-------- Input material --------
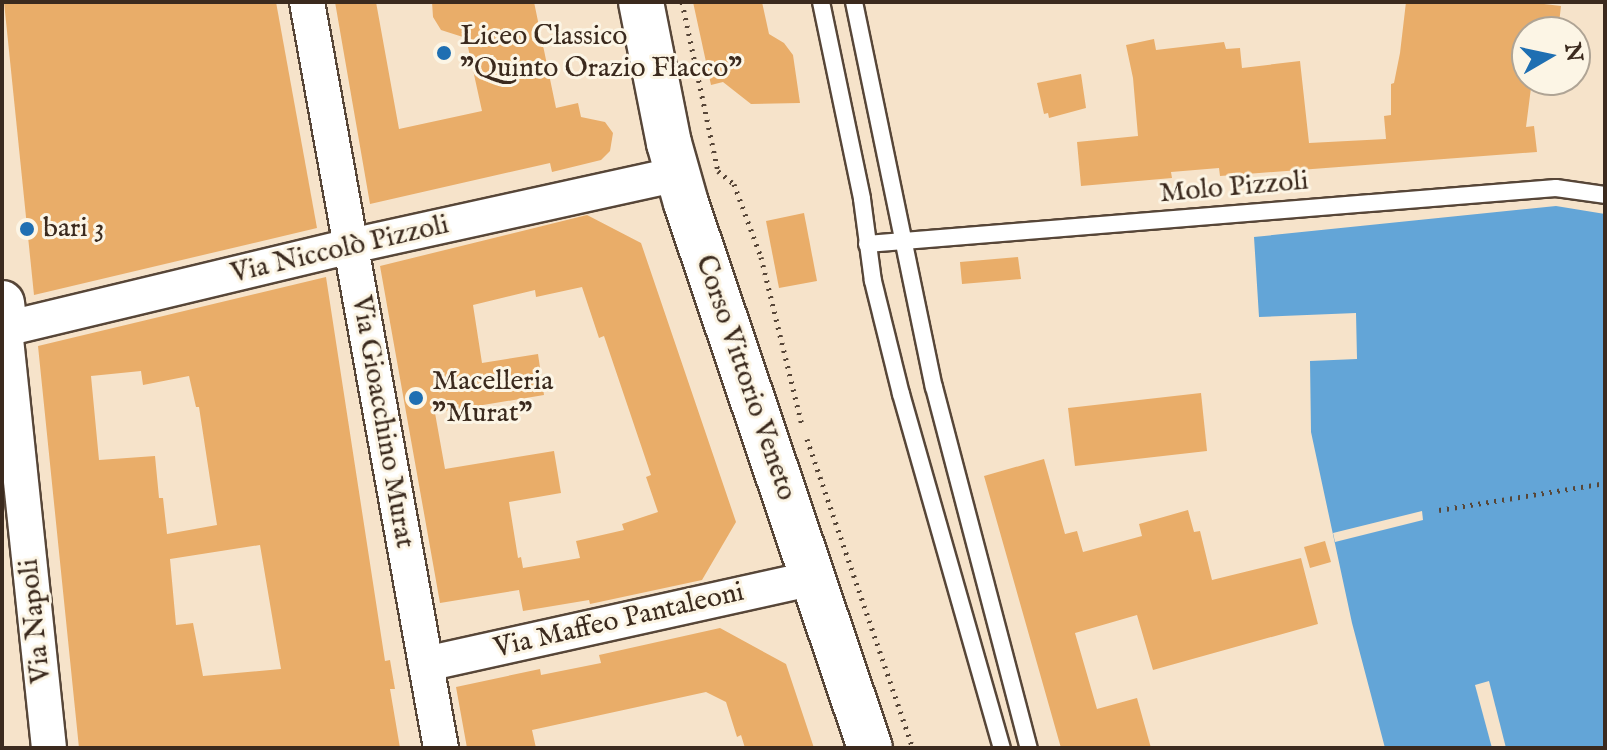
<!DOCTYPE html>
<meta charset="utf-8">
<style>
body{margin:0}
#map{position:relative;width:1607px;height:750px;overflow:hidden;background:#f6e3ca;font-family:"IM FELL English",serif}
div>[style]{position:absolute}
.water>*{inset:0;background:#63a5d7}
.pier>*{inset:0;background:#f6e3ca}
.building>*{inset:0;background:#e9ad69}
.path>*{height:5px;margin-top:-2.5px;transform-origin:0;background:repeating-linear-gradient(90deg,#574638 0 2px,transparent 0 8px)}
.roads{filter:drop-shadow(2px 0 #574638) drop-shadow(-2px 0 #574638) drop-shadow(0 2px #574638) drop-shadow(0 -2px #574638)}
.lane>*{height:16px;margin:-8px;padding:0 8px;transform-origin:8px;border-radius:8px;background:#fff}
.street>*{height:34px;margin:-17px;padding:0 17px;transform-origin:17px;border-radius:17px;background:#fff}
.secondary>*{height:44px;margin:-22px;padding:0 22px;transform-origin:22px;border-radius:22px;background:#fff}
.dots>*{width:22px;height:22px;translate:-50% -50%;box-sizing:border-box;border:4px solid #fcf5e5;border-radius:50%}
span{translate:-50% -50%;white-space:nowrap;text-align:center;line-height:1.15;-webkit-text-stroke:6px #fcf5e5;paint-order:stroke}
.poi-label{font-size:28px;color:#3b2a1e}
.left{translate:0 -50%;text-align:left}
.street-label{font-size:28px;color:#3b2a1e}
.frame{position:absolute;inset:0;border:4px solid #3b2a1e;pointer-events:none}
.north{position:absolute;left:1511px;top:16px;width:80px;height:80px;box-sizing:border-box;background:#fcf5e5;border:2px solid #afa495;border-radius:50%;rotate:81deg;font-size:22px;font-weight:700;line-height:32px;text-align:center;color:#3b2a1e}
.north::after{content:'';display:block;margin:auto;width:28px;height:36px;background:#1f6fb2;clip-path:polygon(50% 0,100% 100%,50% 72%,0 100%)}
</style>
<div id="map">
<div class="water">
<i style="clip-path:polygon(1556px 206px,1605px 214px,1605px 748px,1385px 748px,1352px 623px,1311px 432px,1310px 361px,1357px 359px,1356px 313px,1259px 317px,1254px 237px)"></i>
</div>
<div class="pier">
<i style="clip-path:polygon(1422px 511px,1423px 520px,1335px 542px,1333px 533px)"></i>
<i style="clip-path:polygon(1489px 681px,1506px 748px,1492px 748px,1475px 685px)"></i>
</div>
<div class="building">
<i style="clip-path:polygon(4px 2px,276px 2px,317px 228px,34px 295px)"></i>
<i style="clip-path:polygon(335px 2px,376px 2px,399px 129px,482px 111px,466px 38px,441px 30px,433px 17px,432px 2px,534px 2px,556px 108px,578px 103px,581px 117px,605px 122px,613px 133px,610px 151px,601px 160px,552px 172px,550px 163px,370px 204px)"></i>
<i style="clip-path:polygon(693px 2px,762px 2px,769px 34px,784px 43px,793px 55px,800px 103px,751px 104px,723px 82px,711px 85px)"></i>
<i style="clip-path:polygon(1406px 2px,1527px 2px,1561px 6px,1558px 32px,1527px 32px,1527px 80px,1532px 80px,1526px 127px,1534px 126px,1537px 152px,1220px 176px,1219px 168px,1171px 172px,1172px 178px,1081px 186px,1077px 142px,1138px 136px,1133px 78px,1126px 45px,1154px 39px,1156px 50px,1224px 42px,1226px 49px,1240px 48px,1242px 68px,1300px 61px,1309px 143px,1386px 139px,1384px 116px,1391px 115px,1391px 84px,1394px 83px,1400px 53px)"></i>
<i style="clip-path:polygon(1081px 74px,1086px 108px,1049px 118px,1048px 113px,1044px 114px,1037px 83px)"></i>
<i style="clip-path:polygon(804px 213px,817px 281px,779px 288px,766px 221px)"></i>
<i style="clip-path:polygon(evenodd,587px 215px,641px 243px,736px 522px,702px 580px,590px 604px,589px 600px,523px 611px,519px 590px,440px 603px,380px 266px,587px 215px,582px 287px,599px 338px,604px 336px,651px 475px,646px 477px,658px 512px,622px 524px,624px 530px,576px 541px,580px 558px,523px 568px,521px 557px,518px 558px,509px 502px,561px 493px,554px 451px,445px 469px,435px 413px,544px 395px,538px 354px,482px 363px,473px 305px,535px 290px,536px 297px,582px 287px)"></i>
<i style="clip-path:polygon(1018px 257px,1021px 279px,962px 284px,960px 262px)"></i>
<i style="clip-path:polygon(evenodd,326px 277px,385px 661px,390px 660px,395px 689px,390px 689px,400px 748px,79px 748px,38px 346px,326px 277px,141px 371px,143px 385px,189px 376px,196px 407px,199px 407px,217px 525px,167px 534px,163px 498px,159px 498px,155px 456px,99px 460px,91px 376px,141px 371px,326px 277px,260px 545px,281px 669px,203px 676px,193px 623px,176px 625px,170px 559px,260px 545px)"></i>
<i style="clip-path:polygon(1201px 393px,1207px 451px,1075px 466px,1068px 408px)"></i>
<i style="clip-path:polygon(1044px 459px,1065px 534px,1077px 531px,1083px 552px,1142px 536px,1139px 524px,1188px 510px,1194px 532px,1200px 531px,1212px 580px,1301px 558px,1318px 624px,1153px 670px,1137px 615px,1075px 633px,1097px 709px,1137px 698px,1151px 748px,1061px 748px,984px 476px)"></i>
<i style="clip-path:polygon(1325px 541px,1331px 562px,1310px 568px,1304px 547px)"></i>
<i style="clip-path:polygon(720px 628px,786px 664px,814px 748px,745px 748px,741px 735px,737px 737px,726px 702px,706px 692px,532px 730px,536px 748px,467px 748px,456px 687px,540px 669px,541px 675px,601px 663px,599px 655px)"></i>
</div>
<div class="path">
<i style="left:682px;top:2px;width:173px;rotate:78deg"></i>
<i style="left:718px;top:171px;width:21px;rotate:39deg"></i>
<i style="left:734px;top:184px;width:78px;rotate:69.7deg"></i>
<i style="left:761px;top:257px;width:173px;rotate:76.3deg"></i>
<i style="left:807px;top:439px;width:327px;rotate:71.1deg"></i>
<i style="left:1439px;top:510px;width:168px;rotate:-9.2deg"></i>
</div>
<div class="roads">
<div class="lane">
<i style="left:821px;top:2px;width:201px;rotate:78.2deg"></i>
<i style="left:862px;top:199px;width:83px;rotate:82.4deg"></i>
<i style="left:873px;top:281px;width:116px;rotate:76.1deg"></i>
<i style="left:901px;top:394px;width:368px;rotate:74.1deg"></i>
<i style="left:854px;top:2px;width:393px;rotate:78.3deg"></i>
<i style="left:934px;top:387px;width:373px;rotate:75.3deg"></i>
<i style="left:867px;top:244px;width:691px;rotate:-4.65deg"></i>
<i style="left:1556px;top:188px;width:49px;rotate:8.1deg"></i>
</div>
<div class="street">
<i style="left:307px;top:2px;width:758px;rotate:79.82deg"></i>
<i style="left:426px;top:664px;width:396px;rotate:-12.5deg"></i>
<i style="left:49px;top:748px;width:421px;rotate:-96deg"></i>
<i style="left:5px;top:329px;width:356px;rotate:-13.5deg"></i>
<i style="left:351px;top:246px;width:335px;rotate:-12.4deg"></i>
</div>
<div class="secondary">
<i style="left:641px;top:2px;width:144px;rotate:78.8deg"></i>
<i style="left:669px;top:143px;width:62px;rotate:74.2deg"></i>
<i style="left:686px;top:203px;width:575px;rotate:71.34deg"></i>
<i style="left:2px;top:303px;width:26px;rotate:83deg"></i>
<i style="left:5px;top:329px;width:3px;rotate:162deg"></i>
</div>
</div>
<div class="dots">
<i style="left:444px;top:53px;background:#1f6fb2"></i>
<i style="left:27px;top:229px;background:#1f6fb2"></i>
<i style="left:416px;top:398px;background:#1f6fb2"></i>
</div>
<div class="poi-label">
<span class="left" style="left:460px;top:53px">Liceo Classico<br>"Quinto Orazio Flacco"</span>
<span class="left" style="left:43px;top:229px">bari 3</span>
<span class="left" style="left:432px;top:398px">Macelleria<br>"Murat"</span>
</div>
<div class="street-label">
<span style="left:1234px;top:188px;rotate:-5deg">Molo Pizzoli</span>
<span style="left:340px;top:250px;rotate:-13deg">Via Niccolò Pizzoli</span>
<span style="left:745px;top:378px;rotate:71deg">Corso Vittorio Veneto</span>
<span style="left:382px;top:422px;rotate:80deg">Via Gioacchino Murat</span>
<span style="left:36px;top:621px;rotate:-96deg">Via Napoli</span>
<span style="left:619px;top:621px;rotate:-13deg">Via Maffeo Pantaleoni</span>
</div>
<div class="frame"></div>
<div class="north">N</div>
</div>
--------
» **Problem to work on**
Go over the listing above and copy out each line that includes "lane".

» **Task solution**
.lane>*{height:16px;margin:-8px;padding:0 8px;transform-origin:8px;border-radius:8px;background:#fff}
<div class="lane">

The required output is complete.